[Saved entries]
------
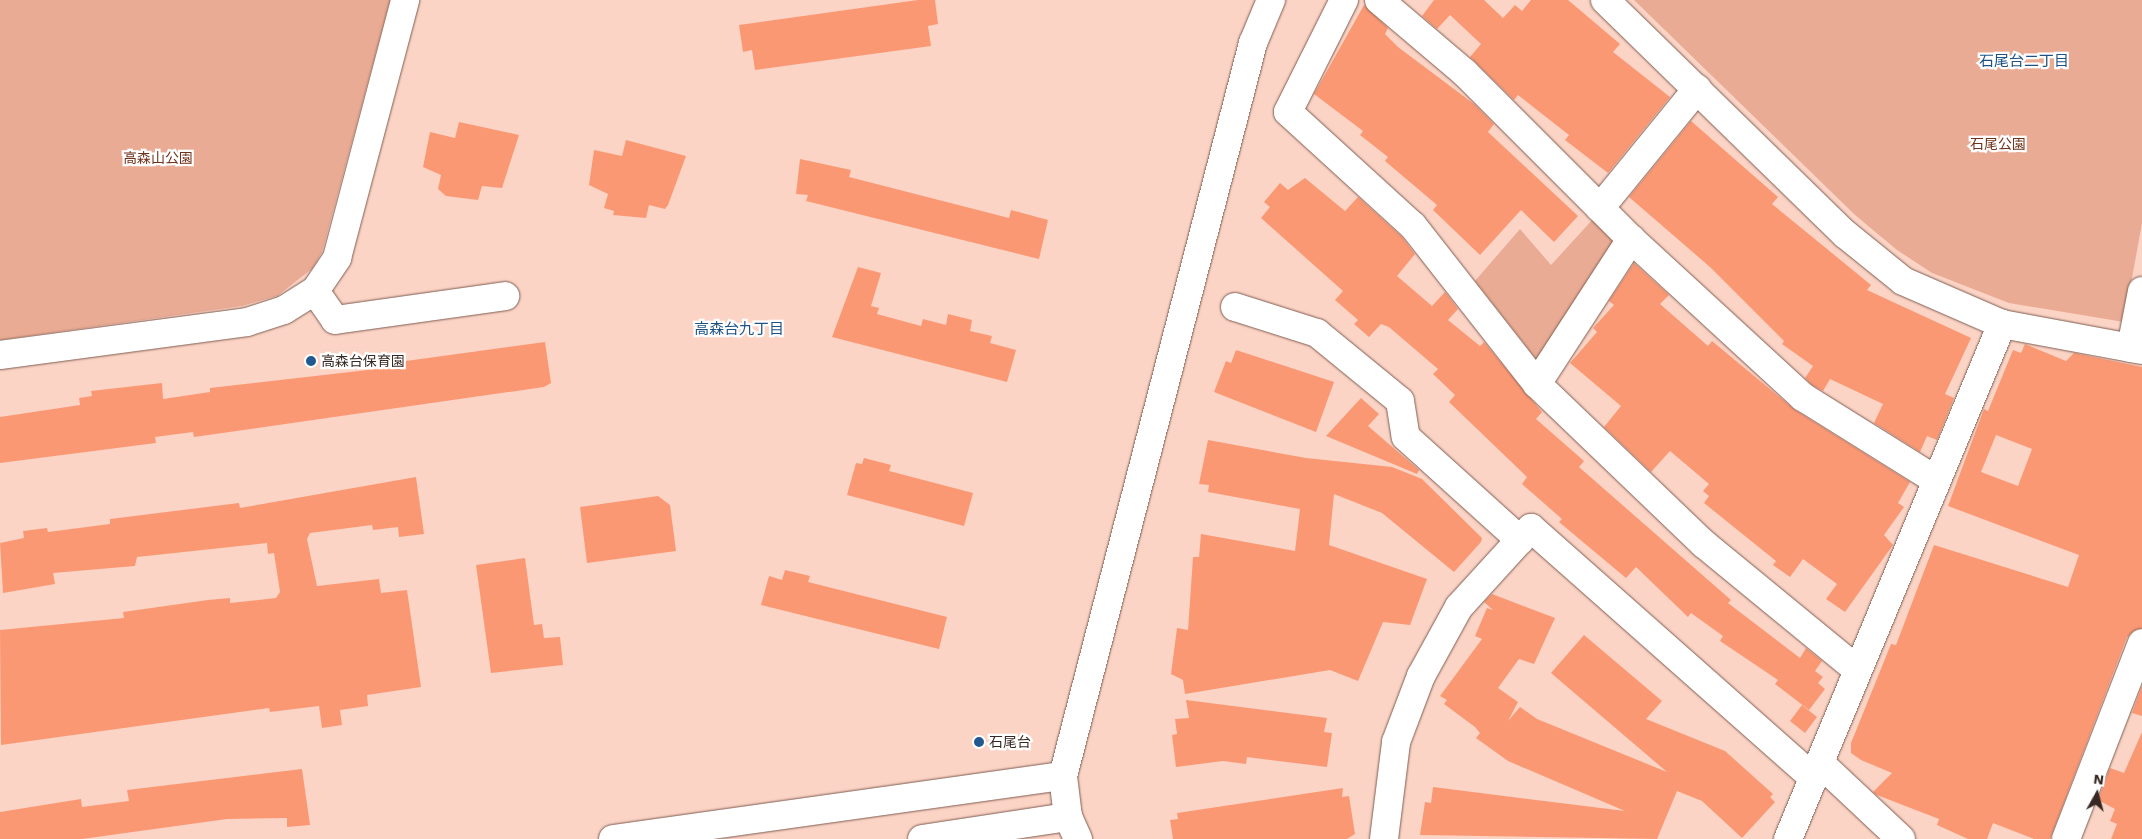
<!DOCTYPE html>
<html>
<head>
<meta charset="utf-8">
<style>
	body { margin:0 }
	#map { position:relative; width:2142px; height:839px; overflow:hidden; background:#fcd4c6; font-family:"Work Sans","Noto Sans JP",sans-serif }
	div>[style] { position:absolute }
	[style*='--x'] { left:calc(var(--x)*1px); top:calc(var(--y)*1px); width:calc(var(--w)*1px); rotate:calc(var(--a)*1deg) }
	.green>* { inset:0; background:#eaab94 }
	.building>* { inset:0; background:#fb9874 }
	.roads { filter:drop-shadow(0 0 1px #7f5d50) drop-shadow(0 0 1px #7f5d50) }
	.minor>* { height:28px; margin:-14px; padding:0 14px; transform-origin:14px; border-radius:14px; background:#fff }
	.tertiary>* { height:28px; margin:-14px; padding:0 14px; transform-origin:14px; border-radius:14px; background:#fff }
	.dots>* { width:14px; height:14px; translate:-50% -50%; box-sizing:border-box; border:2px solid #fff; border-radius:50% }
	span { translate:-50% -50%; white-space:nowrap; text-align:center; line-height:1.15; -webkit-text-stroke:4.5px #fff; paint-order:stroke }
	.park-label { font-size:14px; color:#70321a }
	.poi-label { font-size:14px; color:#372823 }
	.left { translate:0 -50%; text-align:left }
	.neighbourhood-label { font-size:15px; color:#1e5284 }
	.north { position:absolute; left:2072px; top:769px; width:50px; height:50px; -webkit-text-stroke:4px #fff; paint-order:stroke; rotate:7deg; font-size:14px; font-weight:700; line-height:20px; text-align:center; color:#372823 }
	.north::after { content:''; display:block; margin:auto; width:18px; height:22px; background:#372823; clip-path:polygon(50% 0,100% 100%,50% 72%,0 100%) }
</style>
</head>
<body>
<div id="map">
	<div class="green">
		<i style="clip-path:polygon(0 0,390px 0,322px 252px,313px 268px,277px 296px,242px 306px,0 340px)"></i>
		<i style="clip-path:polygon(1634px 0,2142px 0,2142px 223px,2124px 322px,2009px 303px,1932px 273px,1897px 250px,1855px 215px)"></i>
		<i style="clip-path:polygon(1594px 218px,1619px 243px,1540px 364px,1475px 281px,1520px 229px,1551px 265px)"></i>
	</div>
	<div class="building">
		<i style="clip-path:polygon(918px 0,935px 0,938px 24px,928px 26px,931px 46px,755px 70px,752px 50px,743px 52px,739px 25px)"></i>
		<i style="clip-path:polygon(1434px 0,1484px 0,1503px 18px,1515px 5px,1522px 11px,1531px 0,1568px 0,1620px 44px,1613px 52px,1670px 97px,1608px 173px,1565px 140px,1569px 135px,1518px 95px,1514px 100px,1470px 57px,1481px 44px,1450px 15px,1437px 29px,1422px 16px)"></i>
		<i style="clip-path:polygon(1364px 5px,1388px 28px,1385px 34px,1398px 47px,1474px 104px,1494px 124px,1488px 132px,1578px 216px,1554px 242px,1521px 210px,1480px 255px,1433px 210px,1437px 205px,1385px 161px,1388px 157px,1360px 135px,1363px 131px,1314px 94px)"></i>
		<i style="clip-path:polygon(1691px 121px,1778px 197px,1772px 204px,1871px 285px,1867px 290px,1971px 338px,1945px 394px,1954px 398px,1937px 440px,1927px 436px,1920px 452px,1874px 423px,1883px 404px,1830px 379px,1823px 391px,1812px 385px,1805px 378px,1813px 366px,1782px 344px,1784px 341px,1710px 267px,1629px 197px)"></i>
		<i style="clip-path:polygon(459px 122px,519px 135px,502px 188px,482px 186px,478px 200px,446px 196px,438px 189px,441px 175px,423px 167px,430px 132px,455px 138px)"></i>
		<i style="clip-path:polygon(626px 140px,686px 156px,668px 205px,665px 209px,649px 205px,646px 218px,613px 215px,614px 211px,604px 208px,608px 194px,589px 185px,594px 150px,622px 156px)"></i>
		<i style="clip-path:polygon(800px 159px,851px 170px,849px 177px,1009px 218px,1011px 210px,1048px 220px,1039px 259px,806px 201px,808px 195px,796px 194px)"></i>
		<i style="clip-path:polygon(1305px 178px,1345px 211px,1358px 197px,1402px 237px,1415px 254px,1397px 276px,1432px 306px,1445px 292px,1458px 309px,1448px 320px,1480px 346px,1484px 342px,1542px 412px,1536px 419px,1584px 461px,1579px 467px,1731px 600px,1728px 603px,1800px 658px,1806px 648px,1822px 661px,1815px 671px,1823px 677px,1818px 683px,1825px 689px,1809px 710px,1775px 684px,1778px 680px,1720px 641px,1723px 636px,1691px 613px,1688px 617px,1636px 567px,1626px 578px,1559px 522px,1562px 519px,1522px 484px,1527px 477px,1449px 402px,1455px 395px,1433px 374px,1438px 369px,1389px 327px,1381px 324px,1369px 337px,1354px 324px,1358px 320px,1335px 300px,1343px 291px,1261px 218px,1270px 207px,1264px 202px,1280px 183px,1288px 190px)"></i>
		<i style="clip-path:polygon(1634px 263px,1669px 295px,1660px 304px,1708px 346px,1712px 341px,1795px 410px,1910px 482px,1898px 503px,1904px 507px,1884px 535px,1893px 545px,1845px 612px,1826px 599px,1837px 584px,1803px 559px,1790px 577px,1773px 565px,1776px 561px,1704px 503px,1709px 496px,1703px 491px,1709px 484px,1670px 451px,1651px 472px,1604px 427px,1621px 406px,1570px 363px,1597px 332px,1593px 328px,1614px 305px,1609px 301px)"></i>
		<i style="clip-path:polygon(858px 267px,881px 273px,871px 306px,879px 308px,877px 314px,921px 326px,923px 319px,946px 325px,948px 314px,972px 320px,970px 331px,992px 336px,990px 343px,1016px 350px,1007px 382px,832px 337px)"></i>
		<i style="clip-path:polygon(545px 342px,551px 383px,544px 387px,194px 437px,193px 432px,155px 437px,156px 443px,0 463px,0 417px,80px 405px,79px 398px,92px 396px,91px 391px,162px 383px,163px 399px,210px 392px,210px 388px,385px 368px,384px 364px)"></i>
		<i style="clip-path:polygon(evenodd,2025px 344px,2066px 361px,2074px 353px,2142px 367px,2142px 628px,2127px 637px,2050px 839px,2034px 839px,1993px 823px,1987px 839px,1968px 839px,1937px 825px,1939px 819px,1877px 795px,1873px 792px,1892px 773px,1861px 760px,1851px 753px,1851px 743px,1891px 644px,1896px 645px,1934px 545px,2068px 587px,2079px 555px,1948px 506px,1984px 409px,1988px 411px,2013px 350px,2021px 353px,2025px 344px,1996px 435px,2032px 449px,2018px 486px,1981px 472px,1996px 435px)"></i>
		<i style="clip-path:polygon(1236px 350px,1334px 382px,1316px 432px,1214px 392px,1226px 361px,1231px 363px)"></i>
		<i style="clip-path:polygon(1361px 398px,1379px 414px,1368px 426px,1419px 470px,1417px 474px,1326px 436px)"></i>
		<i style="clip-path:polygon(1208px 440px,1306px 458px,1392px 467px,1422px 479px,1482px 538px,1481px 542px,1454px 572px,1382px 513px,1334px 494px,1329px 545px,1427px 579px,1410px 625px,1383px 622px,1358px 681px,1330px 670px,1185px 694px,1183px 680px,1171px 674px,1177px 628px,1188px 630px,1193px 557px,1199px 557px,1201px 534px,1295px 551px,1300px 509px,1208px 492px,1209px 485px,1199px 484px)"></i>
		<i style="clip-path:polygon(864px 458px,891px 465px,889px 471px,973px 493px,964px 526px,847px 495px,856px 463px,862px 464px)"></i>
		<i style="clip-path:polygon(416px 477px,424px 534px,399px 537px,398px 527px,373px 530px,372px 525px,310px 533px,307px 539px,317px 586px,379px 579px,381px 593px,407px 590px,421px 687px,367px 695px,368px 706px,340px 710px,342px 725px,322px 728px,319px 706px,270px 712px,269px 708px,1px 745px,0 630px,124px 618px,123px 612px,208px 600px,230px 598px,230px 603px,276px 598px,280px 592px,274px 553px,268px 554px,267px 543px,137px 557px,135px 566px,53px 573px,55px 584px,3px 593px,0 543px,24px 538px,23px 531px,47px 528px,48px 532px,110px 524px,110px 519px,239px 503px,240px 508px)"></i>
		<i style="clip-path:polygon(658px 496px,670px 505px,676px 551px,587px 563px,580px 507px)"></i>
		<i style="clip-path:polygon(525px 558px,534px 625px,542px 624px,544px 638px,560px 637px,563px 665px,491px 673px,476px 565px)"></i>
		<i style="clip-path:polygon(785px 570px,810px 576px,808px 582px,947px 617px,939px 649px,761px 605px,769px 576px,782px 580px)"></i>
		<i style="clip-path:polygon(1492px 594px,1555px 618px,1534px 664px,1519px 659px,1498px 688px,1518px 702px,1508px 721px,1520px 707px,1537px 719px,1667px 772px,1551px 673px,1584px 635px,1662px 701px,1646px 719px,1725px 751px,1773px 794px,1770px 797px,1775px 802px,1742px 838px,1702px 801px,1677px 791px,1657px 839px,1420px 835px,1425px 802px,1431px 803px,1433px 787px,1625px 811px,1508px 761px,1476px 738px,1480px 733px,1475px 727px,1444px 704px,1447px 700px,1440px 696px,1482px 639px,1475px 636px,1487px 608px,1493px 610px,1484px 602px)"></i>
		<i style="clip-path:polygon(2142px 686px,2142px 716px,2132px 713px)"></i>
		<i style="clip-path:polygon(1186px 700px,1327px 718px,1324px 732px,1332px 733px,1327px 767px,1247px 757px,1246px 764px,1223px 761px,1176px 767px,1172px 735px,1177px 734px,1175px 719px,1189px 718px)"></i>
		<i style="clip-path:polygon(1802px 705px,1817px 717px,1805px 733px,1790px 721px)"></i>
		<i style="clip-path:polygon(2142px 732px,2142px 839px,2111px 839px,2117px 824px,2110px 821px,2115px 809px,2098px 800px,2110px 768px,2124px 773px)"></i>
		<i style="clip-path:polygon(302px 769px,310px 825px,287px 827px,287px 818px,227px 819px,82px 839px,0 839px,0 812px,81px 799px,82px 807px,129px 801px,127px 790px)"></i>
		<i style="clip-path:polygon(1343px 788px,1342px 797px,1349px 796px,1355px 834px,1347px 839px,1173px 839px,1170px 820px,1178px 819px,1177px 813px)"></i>
	</div>
	<div class="roads">
		<div class="minor">
			<i style="--x:1344;--y:0;--w:125;--a:116.6"></i>
			<i style="--x:1288;--y:112;--w:169;--a:42.4"></i>
			<i style="--x:1413;--y:226;--w:201;--a:51.9"></i>
			<i style="--x:1537;--y:384;--w:231;--a:43.8"></i>
			<i style="--x:1704;--y:544;--w:197;--a:39.4"></i>
			<i style="--x:1379;--y:0;--w:113;--a:40.3"></i>
			<i style="--x:1465;--y:73;--w:235;--a:45"></i>
			<i style="--x:1631;--y:239;--w:234;--a:42.6"></i>
			<i style="--x:1803;--y:397;--w:157;--a:32"></i>
			<i style="--x:1600;--y:208;--w:154;--a:-50.8"></i>
			<i style="--x:315;--y:291;--w:35;--a:55"></i>
			<i style="--x:335;--y:320;--w:172;--a:-8"></i>
			<i style="--x:1235;--y:307;--w:86;--a:17.6"></i>
			<i style="--x:1317;--y:333;--w:107;--a:39.3"></i>
			<i style="--x:1400;--y:401;--w:36;--a:81"></i>
			<i style="--x:1406;--y:437;--w:154;--a:42.1"></i>
			<i style="--x:2131;--y:348;--w:58;--a:-79.1"></i>
			<i style="--x:0;--y:355;--w:249;--a:-7.6"></i>
			<i style="--x:247;--y:322;--w:39;--a:-18"></i>
			<i style="--x:284;--y:310;--w:36;--a:-32"></i>
			<i style="--x:315;--y:291;--w:40;--a:-56"></i>
			<i style="--x:337;--y:258;--w:267;--a:-75.2"></i>
			<i style="--x:1537;--y:384;--w:173;--a:-57"></i>
			<i style="--x:1820;--y:763;--w:111;--a:43.2"></i>
			<i style="--x:1384;--y:839;--w:98;--a:-82.9"></i>
			<i style="--x:1396;--y:742;--w:71;--a:-69.3"></i>
			<i style="--x:1421;--y:676;--w:79;--a:-61.2"></i>
			<i style="--x:1459;--y:607;--w:107;--a:-47.7"></i>
			<i style="--x:1531;--y:528;--w:378;--a:41.5"></i>
			<i style="--x:1788;--y:839;--w:558;--a:-67.44"></i>
			<i style="--x:2066;--y:839;--w:210;--a:-68.8"></i>
		</div>
		<div class="tertiary">
			<i style="--x:1605;--y:0;--w:335;--a:44.3"></i>
			<i style="--x:1845;--y:234;--w:75;--a:39"></i>
			<i style="--x:1903;--y:281;--w:108;--a:23.5"></i>
			<i style="--x:2002;--y:324;--w:142;--a:10.5"></i>
			<i style="--x:613;--y:839;--w:454;--a:-8"></i>
			<i style="--x:922;--y:839;--w:148;--a:-8.6"></i>
			<i style="--x:1078;--y:839;--w:24;--a:-114"></i>
			<i style="--x:1068;--y:817;--w:41;--a:-97"></i>
			<i style="--x:1063;--y:776;--w:757;--a:-75.47"></i>
			<i style="--x:1253;--y:43;--w:47;--a:-67.3"></i>
		</div>
	</div>
	<div class="dots">
		<i style="left:311px;top:361px;background:#1f5990"></i>
		<i style="left:979px;top:742px;background:#1f5990"></i>
	</div>
	<div class="park-label">
		<span style="left:1998px;top:144px">石尾公園</span>
		<span style="left:158px;top:158px">高森山公園</span>
	</div>
	<div class="poi-label">
		<span class="left" style="left:321px;top:361px">高森台保育園</span>
		<span class="left" style="left:989px;top:742px">石尾台</span>
	</div>
	<div class="neighbourhood-label">
		<span style="left:2024px;top:62px">石尾台二丁目</span>
		<span style="left:739px;top:330px">高森台九丁目</span>
	</div>
	<div class="north">N</div>
</div>
</body>
</html>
------
◆ Required action:
The line containing "0,390px 0,322px 252px,313px" marks where the copy ends; print every line before it from the start of the records, and that line too, but no pictures.

◆ Reply to the task:
<!DOCTYPE html>
<html>
<head>
<meta charset="utf-8">
<style>
	body { margin:0 }
	#map { position:relative; width:2142px; height:839px; overflow:hidden; background:#fcd4c6; font-family:"Work Sans","Noto Sans JP",sans-serif }
	div>[style] { position:absolute }
	[style*='--x'] { left:calc(var(--x)*1px); top:calc(var(--y)*1px); width:calc(var(--w)*1px); rotate:calc(var(--a)*1deg) }
	.green>* { inset:0; background:#eaab94 }
	.building>* { inset:0; background:#fb9874 }
	.roads { filter:drop-shadow(0 0 1px #7f5d50) drop-shadow(0 0 1px #7f5d50) }
	.minor>* { height:28px; margin:-14px; padding:0 14px; transform-origin:14px; border-radius:14px; background:#fff }
	.tertiary>* { height:28px; margin:-14px; padding:0 14px; transform-origin:14px; border-radius:14px; background:#fff }
	.dots>* { width:14px; height:14px; translate:-50% -50%; box-sizing:border-box; border:2px solid #fff; border-radius:50% }
	span { translate:-50% -50%; white-space:nowrap; text-align:center; line-height:1.15; -webkit-text-stroke:4.5px #fff; paint-order:stroke }
	.park-label { font-size:14px; color:#70321a }
	.poi-label { font-size:14px; color:#372823 }
	.left { translate:0 -50%; text-align:left }
	.neighbourhood-label { font-size:15px; color:#1e5284 }
	.north { position:absolute; left:2072px; top:769px; width:50px; height:50px; -webkit-text-stroke:4px #fff; paint-order:stroke; rotate:7deg; font-size:14px; font-weight:700; line-height:20px; text-align:center; color:#372823 }
	.north::after { content:''; display:block; margin:auto; width:18px; height:22px; background:#372823; clip-path:polygon(50% 0,100% 100%,50% 72%,0 100%) }
</style>
</head>
<body>
<div id="map">
	<div class="green">
		<i style="clip-path:polygon(0 0,390px 0,322px 252px,313px 268px,277px 296px,242px 306px,0 340px)"></i>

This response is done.